La liberté religieuse

La liberté de croyance et de religion est une liberté fondamentale qui dispose d’une solide assise juridique. Elle fait partie des libertés dites d’esprit et elle peut être rattachée à la liberté bien plus vaste d’opinion et d’expression.
Définition de la religion :
Etymologiquement, le terme « religio » signifie « conscience », « obligation » et par sens dérivé « croyance », « sacré ».
Une religion peut être définie comme un ensemble de croyances monothéistes ou polythéistes et de pratiques culturelles qui fondent les rapports entre les hommes et le sacré.
Diversité des religions :
Il existe dans le Monde de très nombreuses religions. En France, si le catholicisme demeure encore aujourd’hui majoritairement ancré dans la tradition, d’autres croyances au rang desquelles figurent notamment la religion musulmane et le judaïsme occupent une place non négligeable, place qui tend à s’accroître.

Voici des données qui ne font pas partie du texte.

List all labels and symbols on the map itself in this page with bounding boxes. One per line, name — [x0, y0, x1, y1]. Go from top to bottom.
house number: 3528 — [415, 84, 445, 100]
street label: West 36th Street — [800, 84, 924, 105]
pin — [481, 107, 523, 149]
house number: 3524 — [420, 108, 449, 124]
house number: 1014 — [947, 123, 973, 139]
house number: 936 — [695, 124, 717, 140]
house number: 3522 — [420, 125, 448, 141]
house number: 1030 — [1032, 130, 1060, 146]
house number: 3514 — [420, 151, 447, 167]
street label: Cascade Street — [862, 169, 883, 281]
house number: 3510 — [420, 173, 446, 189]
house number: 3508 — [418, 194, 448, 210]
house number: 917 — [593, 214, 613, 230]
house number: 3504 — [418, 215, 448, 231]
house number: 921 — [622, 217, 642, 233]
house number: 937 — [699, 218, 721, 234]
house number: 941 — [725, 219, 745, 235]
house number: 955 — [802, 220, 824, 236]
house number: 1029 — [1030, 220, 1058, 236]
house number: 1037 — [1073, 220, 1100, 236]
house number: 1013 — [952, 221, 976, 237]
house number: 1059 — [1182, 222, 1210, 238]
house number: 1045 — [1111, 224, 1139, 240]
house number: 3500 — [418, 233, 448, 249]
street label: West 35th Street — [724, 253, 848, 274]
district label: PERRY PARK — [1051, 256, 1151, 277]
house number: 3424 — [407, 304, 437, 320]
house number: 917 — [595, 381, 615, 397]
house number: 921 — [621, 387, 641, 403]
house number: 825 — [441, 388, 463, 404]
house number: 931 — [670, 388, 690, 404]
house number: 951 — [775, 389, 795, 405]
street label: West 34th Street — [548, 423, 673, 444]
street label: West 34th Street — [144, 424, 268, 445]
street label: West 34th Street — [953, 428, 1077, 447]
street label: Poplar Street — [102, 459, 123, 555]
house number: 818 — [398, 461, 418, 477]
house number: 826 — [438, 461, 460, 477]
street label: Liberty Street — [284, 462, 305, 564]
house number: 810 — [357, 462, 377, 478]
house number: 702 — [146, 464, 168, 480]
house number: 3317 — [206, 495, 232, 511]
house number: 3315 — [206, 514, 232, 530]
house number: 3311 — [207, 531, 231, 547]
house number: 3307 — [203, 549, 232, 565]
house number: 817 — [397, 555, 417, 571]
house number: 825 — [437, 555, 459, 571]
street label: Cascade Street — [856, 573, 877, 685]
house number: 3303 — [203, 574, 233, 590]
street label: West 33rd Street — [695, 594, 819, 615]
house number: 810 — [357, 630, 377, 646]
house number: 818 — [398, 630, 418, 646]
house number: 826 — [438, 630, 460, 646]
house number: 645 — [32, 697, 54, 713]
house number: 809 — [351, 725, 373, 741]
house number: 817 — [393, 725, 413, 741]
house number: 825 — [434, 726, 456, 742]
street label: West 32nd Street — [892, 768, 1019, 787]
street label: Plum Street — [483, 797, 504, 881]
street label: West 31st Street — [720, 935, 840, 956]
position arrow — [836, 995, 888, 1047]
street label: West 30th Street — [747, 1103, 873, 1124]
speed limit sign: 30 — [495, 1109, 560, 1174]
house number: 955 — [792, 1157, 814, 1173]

En effet, la France est de moins en moins homogène sur le plan religieux. Il est donc nécessaire de définir et de réguler les rapports qu’entretiennent les individus mais aussi et surtout l’Etat avec la religion, les religions dans toute leur diversité.
Le concept de laïcité :
La loi du 9 décembre 1905, plusieurs fois modifiée, a marqué un tournant dans l’Histoire de la République française puisqu’elle consacre la séparation entre les Eglises et l’Etat. Depuis plus d’un siècle, la France a donc une forte tradition de laïcité.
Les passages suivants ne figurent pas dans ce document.